Every line below that carries the word "Nestorstraße" needs to be copied.

▸ **DATA FOR PROCESSING**:
* * * *
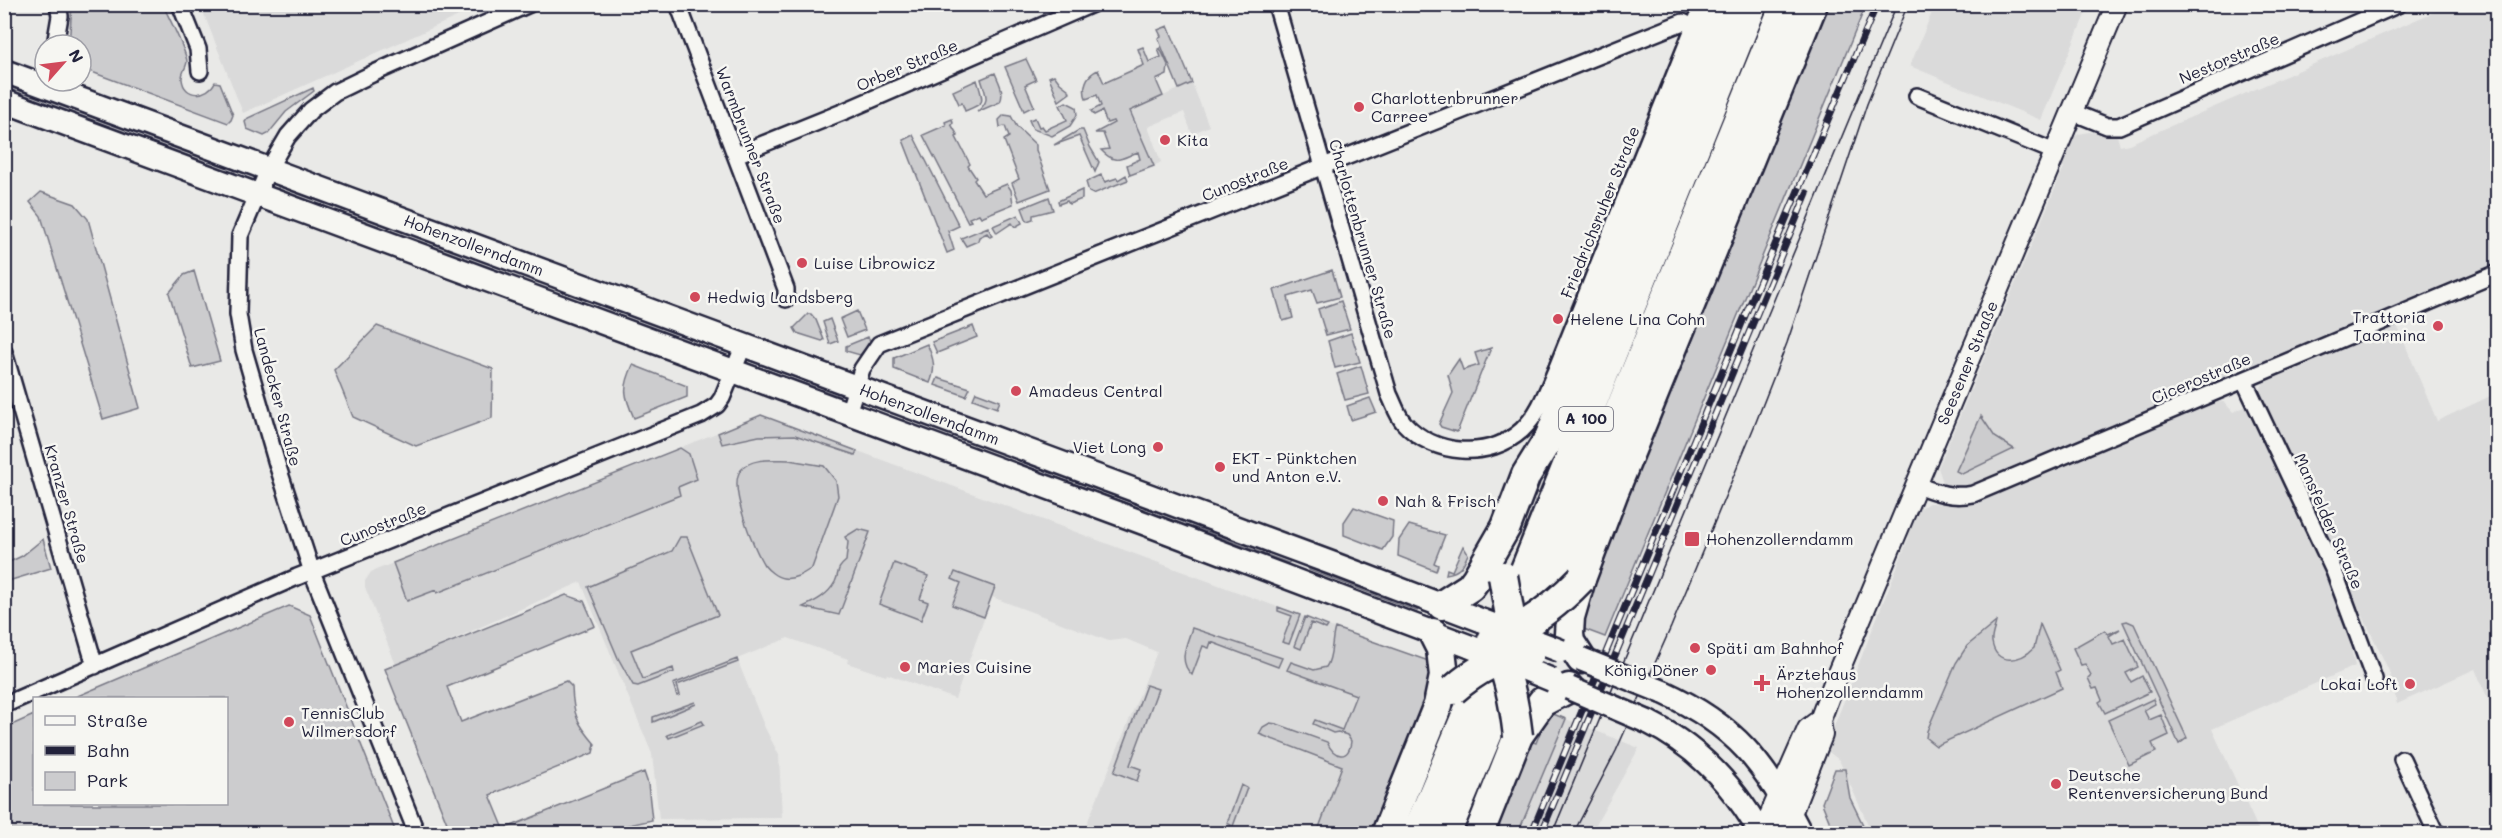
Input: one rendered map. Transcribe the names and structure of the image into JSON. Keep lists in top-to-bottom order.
{
  "streets": {
    "highway": ["A 100"],
    "main road": ["Hohenzollerndamm"],
    "street": [
      "Nestorstraße",
      "Orber Straße",
      "Warmbrunner Straße",
      "Cunostraße",
      "Friedrichsruher Straße",
      "Charlottenbrunner Straße",
      "Seesener Straße",
      "Cicerostraße",
      "Landecker Straße",
      "Kranzer Straße",
      "Mansfelder Straße"
    ]
  },
  "crossings": [
    ["Nestorstraße", "Seesener Straße"],
    ["Orber Straße", "Warmbrunner Straße"],
    ["Cunostraße", "Friedrichsruher Straße"],
    ["Cunostraße", "Charlottenbrunner Straße"],
    ["Cunostraße", "Hohenzollerndamm"],
    ["Cunostraße", "Landecker Straße"],
    ["Cunostraße", "Kranzer Straße"],
    ["Friedrichsruher Straße", "Charlottenbrunner Straße"],
    ["Hohenzollerndamm", "Landecker Straße"],
    ["Seesener Straße", "Cicerostraße"],
    ["Cicerostraße", "Mansfelder Straße"]
  ],
  "places": {
    "other": [
      "Charlottenbrunner Carree",
      "Kita",
      "Luise Librowicz",
      "Hedwig Landsberg",
      "Helene Lina Cohn",
      "Trattoria Taormina",
      "Amadeus Central",
      "Viet Long",
      "EKT - Pünktchen und Anton e.V.",
      "Nah & Frisch",
      "Späti am Bahnhof",
      "Maries Cuisine",
      "König Döner",
      "Lokai Loft",
      "TennisClub Wilmersdorf",
      "Deutsche Rentenversicherung Bund"
    ],
    "transit": ["Hohenzollerndamm"],
    "health": ["Ärztehaus Hohenzollerndamm"]
  },
  "legend": ["Straße", "Bahn", "Park"],
  "north": "top right"
}
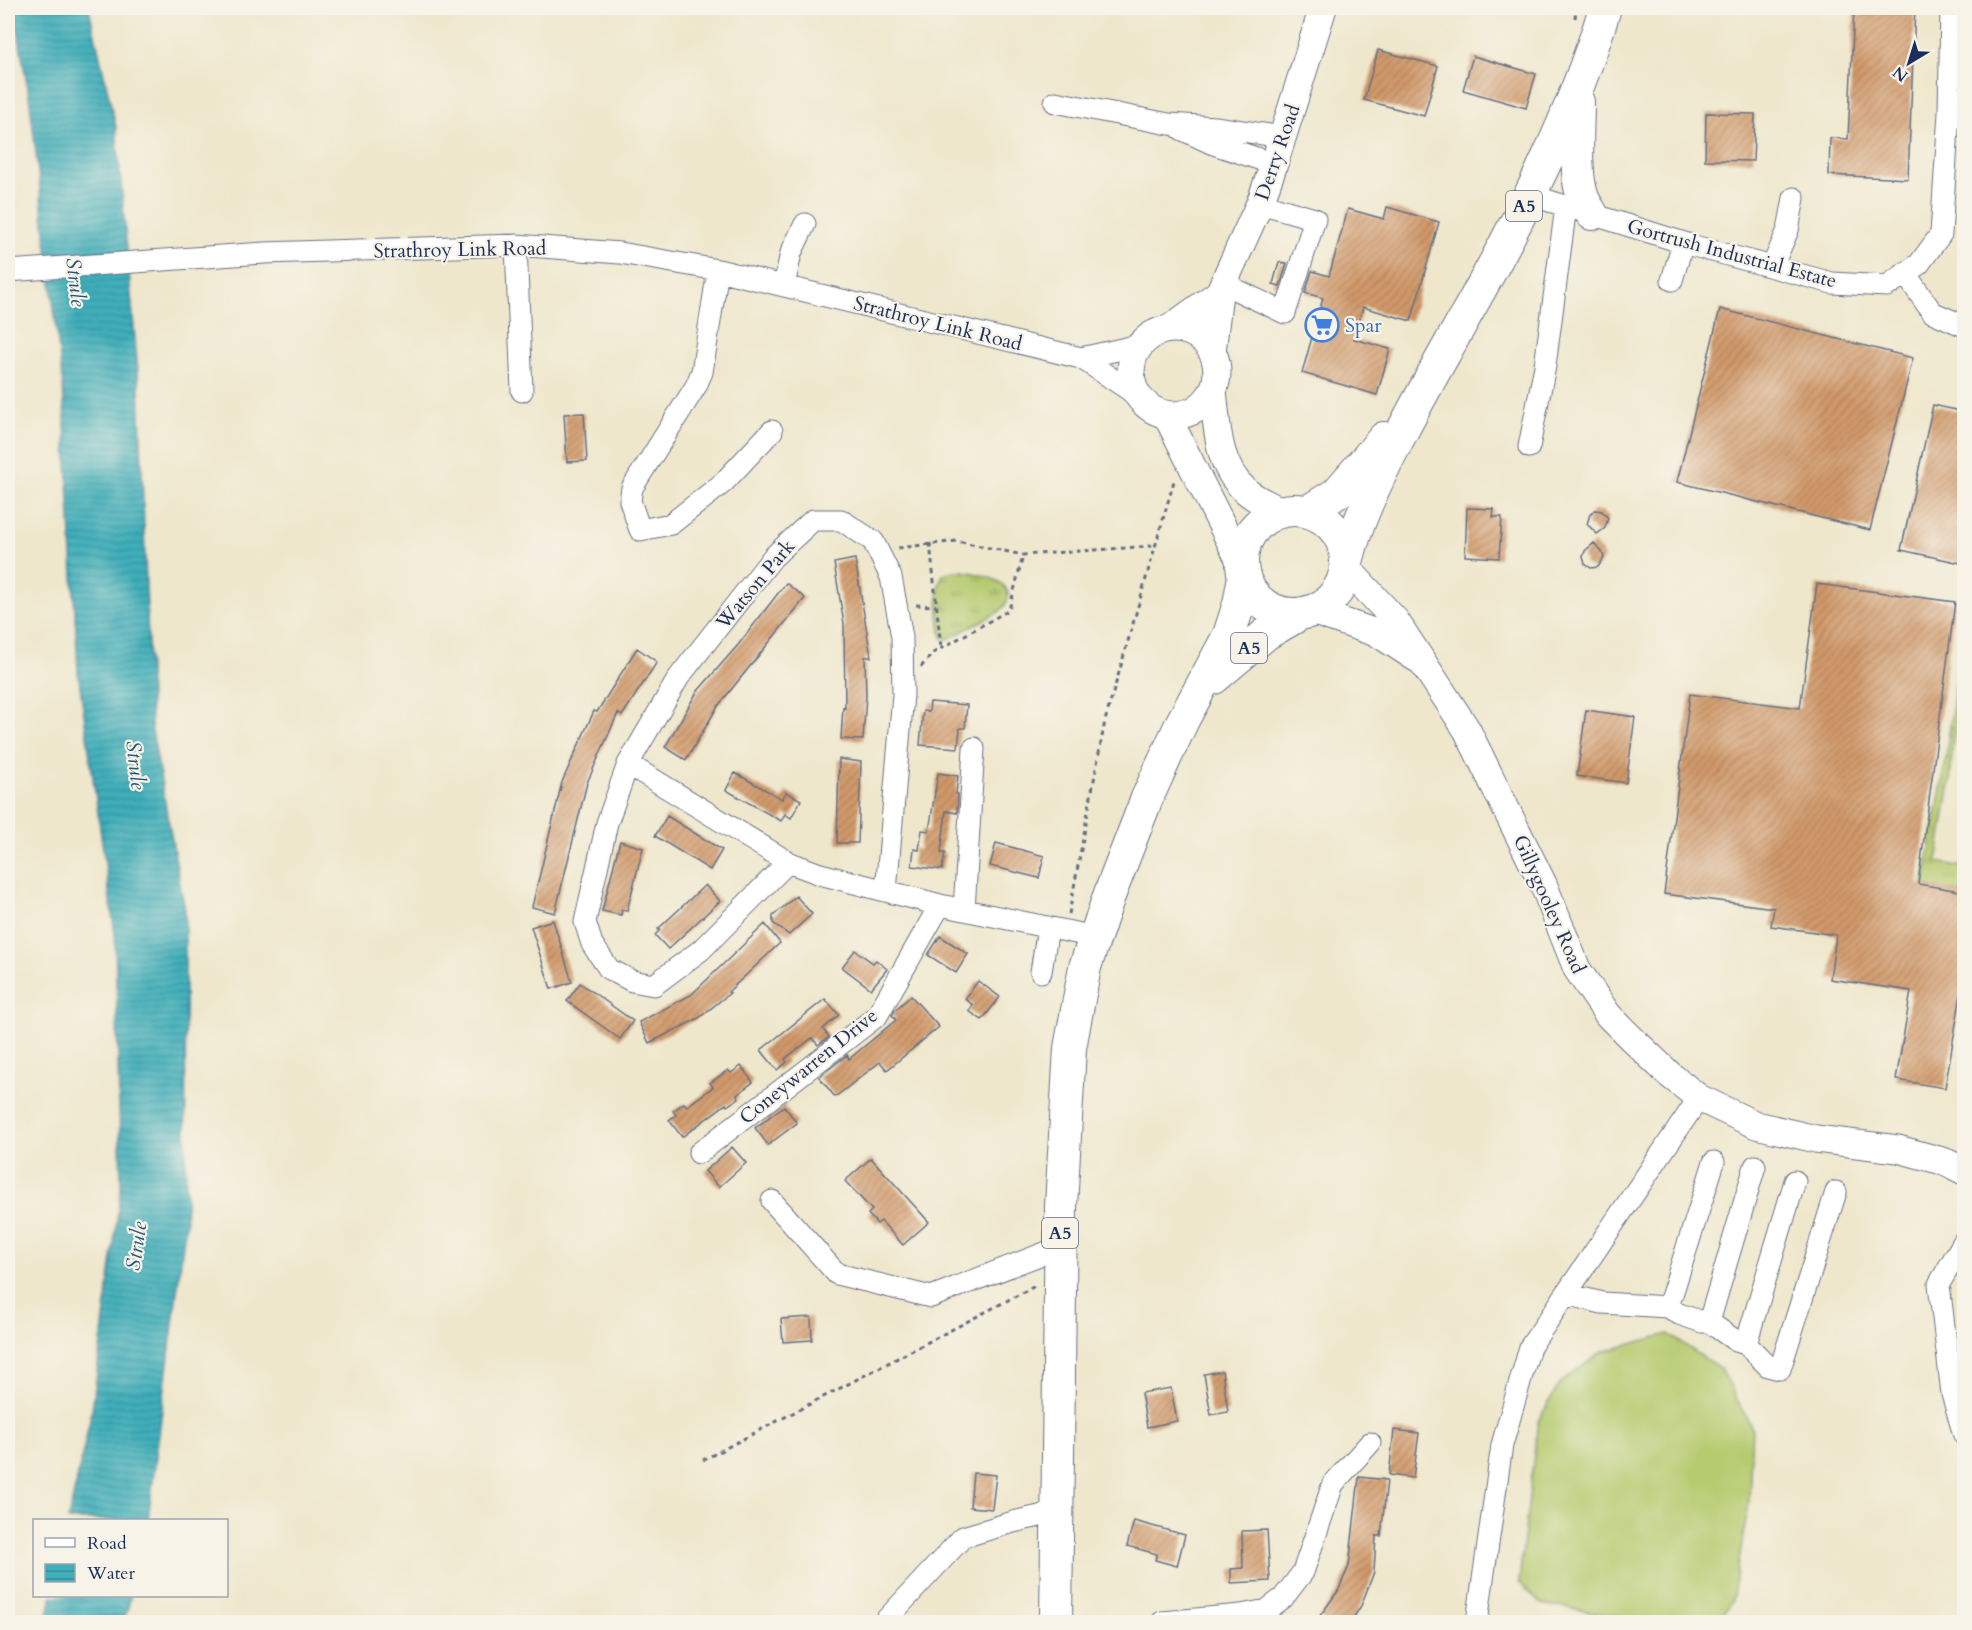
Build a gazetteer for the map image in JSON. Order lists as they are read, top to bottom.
{
  "streets": {
    "highway": ["A5"],
    "main road": ["Derry Road", "Gillygooley Road"],
    "street": [
      "Strathroy Link Road",
      "Gortrush Industrial Estate",
      "Watson Park",
      "Coneywarren Drive"
    ]
  },
  "crossings": [
    ["Derry Road", "Strathroy Link Road"],
    ["A5", "Gortrush Industrial Estate"],
    ["A5", "Gillygooley Road"]
  ],
  "water": ["Strule"],
  "places": {
    "supermarket": ["Spar"]
  },
  "legend": ["Road", "Water"],
  "north": "bottom left"
}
* * * *
▸ **WRITTEN ANSWER**:
      "Nestorstraße",
    ["Nestorstraße", "Seesener Straße"],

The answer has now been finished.